Earnings limit and special retirement supplement


Q. I will be eligible to retire Dec. 4 with both minimum retirement age and years of service under FERS. I would like to wait until Jan. 31 to retire to complete a project. I will have 240 hours of annual leave going into 2013. The combination of my lump-sum payment for my annual leave and my January wage earnings would exceed the Social Security earnings limit for 2013. Since the Social Security earning limit is the same as the FERS annuity supplement earnings limit, would this make me ineligible for the special retirement supplement for 2013?

If I put all of my January wage earnings for 2013 into the Thrift Savings Plan and just receive the lump-sum payment, which by itself is less than the earnings limit, would I be able to collect the special retirement supplement for the rest of 2013 when I retire at the end of January?

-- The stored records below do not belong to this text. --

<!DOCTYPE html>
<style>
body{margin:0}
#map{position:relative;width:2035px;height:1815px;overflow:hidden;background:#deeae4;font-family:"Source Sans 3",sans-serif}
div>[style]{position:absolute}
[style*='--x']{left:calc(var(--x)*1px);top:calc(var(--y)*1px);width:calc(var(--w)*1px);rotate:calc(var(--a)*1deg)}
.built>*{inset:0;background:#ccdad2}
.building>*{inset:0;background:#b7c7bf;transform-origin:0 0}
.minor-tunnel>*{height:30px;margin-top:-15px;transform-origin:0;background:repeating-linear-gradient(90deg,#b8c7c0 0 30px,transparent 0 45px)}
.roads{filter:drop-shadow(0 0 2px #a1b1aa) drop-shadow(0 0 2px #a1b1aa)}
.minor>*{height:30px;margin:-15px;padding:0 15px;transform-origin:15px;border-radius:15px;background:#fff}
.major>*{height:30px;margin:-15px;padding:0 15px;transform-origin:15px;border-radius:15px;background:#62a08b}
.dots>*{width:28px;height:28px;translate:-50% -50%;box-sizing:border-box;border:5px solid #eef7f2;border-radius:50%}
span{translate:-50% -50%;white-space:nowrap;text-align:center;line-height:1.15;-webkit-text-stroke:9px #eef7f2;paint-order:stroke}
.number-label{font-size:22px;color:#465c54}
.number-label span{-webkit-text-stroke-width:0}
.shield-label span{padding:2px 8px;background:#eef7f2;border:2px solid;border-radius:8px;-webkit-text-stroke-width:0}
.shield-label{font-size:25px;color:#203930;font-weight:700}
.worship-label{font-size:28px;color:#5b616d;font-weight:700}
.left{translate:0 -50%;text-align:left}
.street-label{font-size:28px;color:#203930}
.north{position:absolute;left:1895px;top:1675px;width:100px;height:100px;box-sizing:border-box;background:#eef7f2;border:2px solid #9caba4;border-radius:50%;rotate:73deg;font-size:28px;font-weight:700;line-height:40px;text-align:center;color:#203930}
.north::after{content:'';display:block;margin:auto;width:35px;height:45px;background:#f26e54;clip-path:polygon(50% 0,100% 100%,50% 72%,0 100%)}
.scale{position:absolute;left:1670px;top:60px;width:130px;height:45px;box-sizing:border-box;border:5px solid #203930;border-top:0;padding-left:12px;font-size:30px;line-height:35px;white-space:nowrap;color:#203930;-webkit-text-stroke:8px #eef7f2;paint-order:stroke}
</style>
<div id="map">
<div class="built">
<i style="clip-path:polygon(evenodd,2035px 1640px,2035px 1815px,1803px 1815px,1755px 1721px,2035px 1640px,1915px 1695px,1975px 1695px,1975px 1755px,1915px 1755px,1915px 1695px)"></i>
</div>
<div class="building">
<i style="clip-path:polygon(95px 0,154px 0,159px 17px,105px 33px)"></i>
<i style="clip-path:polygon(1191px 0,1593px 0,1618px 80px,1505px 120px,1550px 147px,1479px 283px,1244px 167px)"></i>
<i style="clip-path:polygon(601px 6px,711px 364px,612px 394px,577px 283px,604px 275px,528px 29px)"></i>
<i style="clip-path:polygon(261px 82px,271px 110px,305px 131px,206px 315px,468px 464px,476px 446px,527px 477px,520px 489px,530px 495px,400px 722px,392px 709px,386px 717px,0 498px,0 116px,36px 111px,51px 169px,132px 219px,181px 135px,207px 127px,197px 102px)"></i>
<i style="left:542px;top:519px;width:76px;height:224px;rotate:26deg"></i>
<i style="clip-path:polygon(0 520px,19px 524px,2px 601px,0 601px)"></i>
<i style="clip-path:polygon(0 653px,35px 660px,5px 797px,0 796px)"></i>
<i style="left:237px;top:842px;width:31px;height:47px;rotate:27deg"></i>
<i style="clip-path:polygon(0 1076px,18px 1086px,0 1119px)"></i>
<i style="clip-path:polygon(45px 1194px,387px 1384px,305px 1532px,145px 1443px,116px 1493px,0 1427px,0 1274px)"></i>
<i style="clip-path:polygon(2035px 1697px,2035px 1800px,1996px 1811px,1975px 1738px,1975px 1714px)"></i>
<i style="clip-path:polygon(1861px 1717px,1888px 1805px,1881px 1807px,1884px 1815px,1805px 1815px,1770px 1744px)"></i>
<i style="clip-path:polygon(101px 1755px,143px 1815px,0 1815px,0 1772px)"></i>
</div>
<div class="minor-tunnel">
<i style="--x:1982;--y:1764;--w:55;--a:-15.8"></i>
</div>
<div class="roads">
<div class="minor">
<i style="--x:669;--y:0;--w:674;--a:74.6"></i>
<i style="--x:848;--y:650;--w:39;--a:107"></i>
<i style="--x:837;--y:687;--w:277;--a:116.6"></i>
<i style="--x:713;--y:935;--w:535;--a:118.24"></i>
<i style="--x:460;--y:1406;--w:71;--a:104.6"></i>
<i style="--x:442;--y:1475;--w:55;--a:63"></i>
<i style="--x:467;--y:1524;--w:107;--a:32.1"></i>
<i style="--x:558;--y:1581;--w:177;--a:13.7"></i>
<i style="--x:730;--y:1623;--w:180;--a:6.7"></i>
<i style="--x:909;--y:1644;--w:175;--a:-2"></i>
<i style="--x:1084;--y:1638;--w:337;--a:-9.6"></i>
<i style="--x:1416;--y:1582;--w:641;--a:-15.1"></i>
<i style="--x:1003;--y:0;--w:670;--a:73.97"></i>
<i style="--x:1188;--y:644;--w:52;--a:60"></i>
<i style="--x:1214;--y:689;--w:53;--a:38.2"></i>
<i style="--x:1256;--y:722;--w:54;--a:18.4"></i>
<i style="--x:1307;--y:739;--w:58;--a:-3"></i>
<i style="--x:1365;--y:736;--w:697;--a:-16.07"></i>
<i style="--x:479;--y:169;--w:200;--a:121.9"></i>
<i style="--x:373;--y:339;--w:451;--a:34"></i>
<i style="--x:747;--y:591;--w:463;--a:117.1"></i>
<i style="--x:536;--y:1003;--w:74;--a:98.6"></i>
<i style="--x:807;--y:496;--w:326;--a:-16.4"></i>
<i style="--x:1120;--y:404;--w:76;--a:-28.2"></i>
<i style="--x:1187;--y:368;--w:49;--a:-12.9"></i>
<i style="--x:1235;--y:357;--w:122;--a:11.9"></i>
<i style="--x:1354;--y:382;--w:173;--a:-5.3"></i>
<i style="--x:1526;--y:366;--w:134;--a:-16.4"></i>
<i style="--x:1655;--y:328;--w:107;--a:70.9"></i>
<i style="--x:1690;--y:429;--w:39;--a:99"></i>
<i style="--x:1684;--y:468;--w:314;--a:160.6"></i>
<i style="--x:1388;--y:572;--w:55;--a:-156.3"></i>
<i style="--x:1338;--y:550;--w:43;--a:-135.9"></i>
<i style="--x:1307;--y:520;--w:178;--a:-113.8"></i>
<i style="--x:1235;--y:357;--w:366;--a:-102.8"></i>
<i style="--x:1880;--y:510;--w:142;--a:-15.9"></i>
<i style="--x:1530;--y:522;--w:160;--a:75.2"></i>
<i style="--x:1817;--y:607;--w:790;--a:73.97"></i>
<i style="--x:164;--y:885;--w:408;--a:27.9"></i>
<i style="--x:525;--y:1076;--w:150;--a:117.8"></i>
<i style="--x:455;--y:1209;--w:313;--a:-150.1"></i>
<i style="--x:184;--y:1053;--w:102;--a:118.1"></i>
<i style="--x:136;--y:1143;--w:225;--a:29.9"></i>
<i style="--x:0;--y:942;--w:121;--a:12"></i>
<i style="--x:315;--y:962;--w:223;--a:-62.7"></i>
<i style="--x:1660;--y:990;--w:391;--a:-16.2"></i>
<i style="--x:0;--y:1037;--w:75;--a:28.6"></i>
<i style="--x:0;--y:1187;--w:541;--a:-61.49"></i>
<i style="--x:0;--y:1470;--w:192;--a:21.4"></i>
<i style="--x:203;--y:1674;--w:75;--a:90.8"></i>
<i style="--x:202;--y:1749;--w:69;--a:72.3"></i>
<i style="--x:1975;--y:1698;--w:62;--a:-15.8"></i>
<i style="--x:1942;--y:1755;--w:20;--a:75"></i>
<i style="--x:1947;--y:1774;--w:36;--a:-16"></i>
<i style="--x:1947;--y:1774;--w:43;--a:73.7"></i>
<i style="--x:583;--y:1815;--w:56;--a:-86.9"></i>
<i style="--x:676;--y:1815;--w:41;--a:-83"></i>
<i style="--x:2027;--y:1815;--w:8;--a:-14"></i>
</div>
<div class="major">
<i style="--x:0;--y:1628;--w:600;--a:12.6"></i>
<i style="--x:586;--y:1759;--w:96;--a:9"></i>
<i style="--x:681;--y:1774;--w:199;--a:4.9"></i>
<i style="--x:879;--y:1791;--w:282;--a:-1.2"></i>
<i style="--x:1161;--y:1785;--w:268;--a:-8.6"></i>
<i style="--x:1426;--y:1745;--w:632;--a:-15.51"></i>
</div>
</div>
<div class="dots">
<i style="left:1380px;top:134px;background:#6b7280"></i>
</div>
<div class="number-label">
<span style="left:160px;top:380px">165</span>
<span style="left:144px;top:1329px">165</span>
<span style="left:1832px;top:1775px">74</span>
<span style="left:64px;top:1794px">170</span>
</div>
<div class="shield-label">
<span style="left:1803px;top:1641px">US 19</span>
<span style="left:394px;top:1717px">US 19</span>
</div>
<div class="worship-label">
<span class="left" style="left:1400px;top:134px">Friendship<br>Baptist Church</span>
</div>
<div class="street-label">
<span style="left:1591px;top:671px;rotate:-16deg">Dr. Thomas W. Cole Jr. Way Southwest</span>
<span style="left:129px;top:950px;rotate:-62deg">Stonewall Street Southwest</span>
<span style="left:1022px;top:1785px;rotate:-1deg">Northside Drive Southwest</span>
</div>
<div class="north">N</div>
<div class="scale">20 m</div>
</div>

A. In general, the earnings limit is based on gross earned income, before deductions for things like TSP contributions, so you can’t reduce the income counted for the limit by deferring it into the TSP. Amounts you are paid after retirement, but that were earned before retirement, are usually considered special payments, which do not count against the Social Security earnings limit. The rules can be complicated, though, and you should consult a qualified tax preparer — preferably the one who will actually complete and stand behind your tax return for the year — before proceeding.


About Author

Mike Miles is a Certified Financial Planner licensee and principal adviser for Variplan LLC, an independent fiduciary in Vienna, Virginia. Email your financial questions to fedexperts@federaltimes.com and view his blog at money.federaltimes.com.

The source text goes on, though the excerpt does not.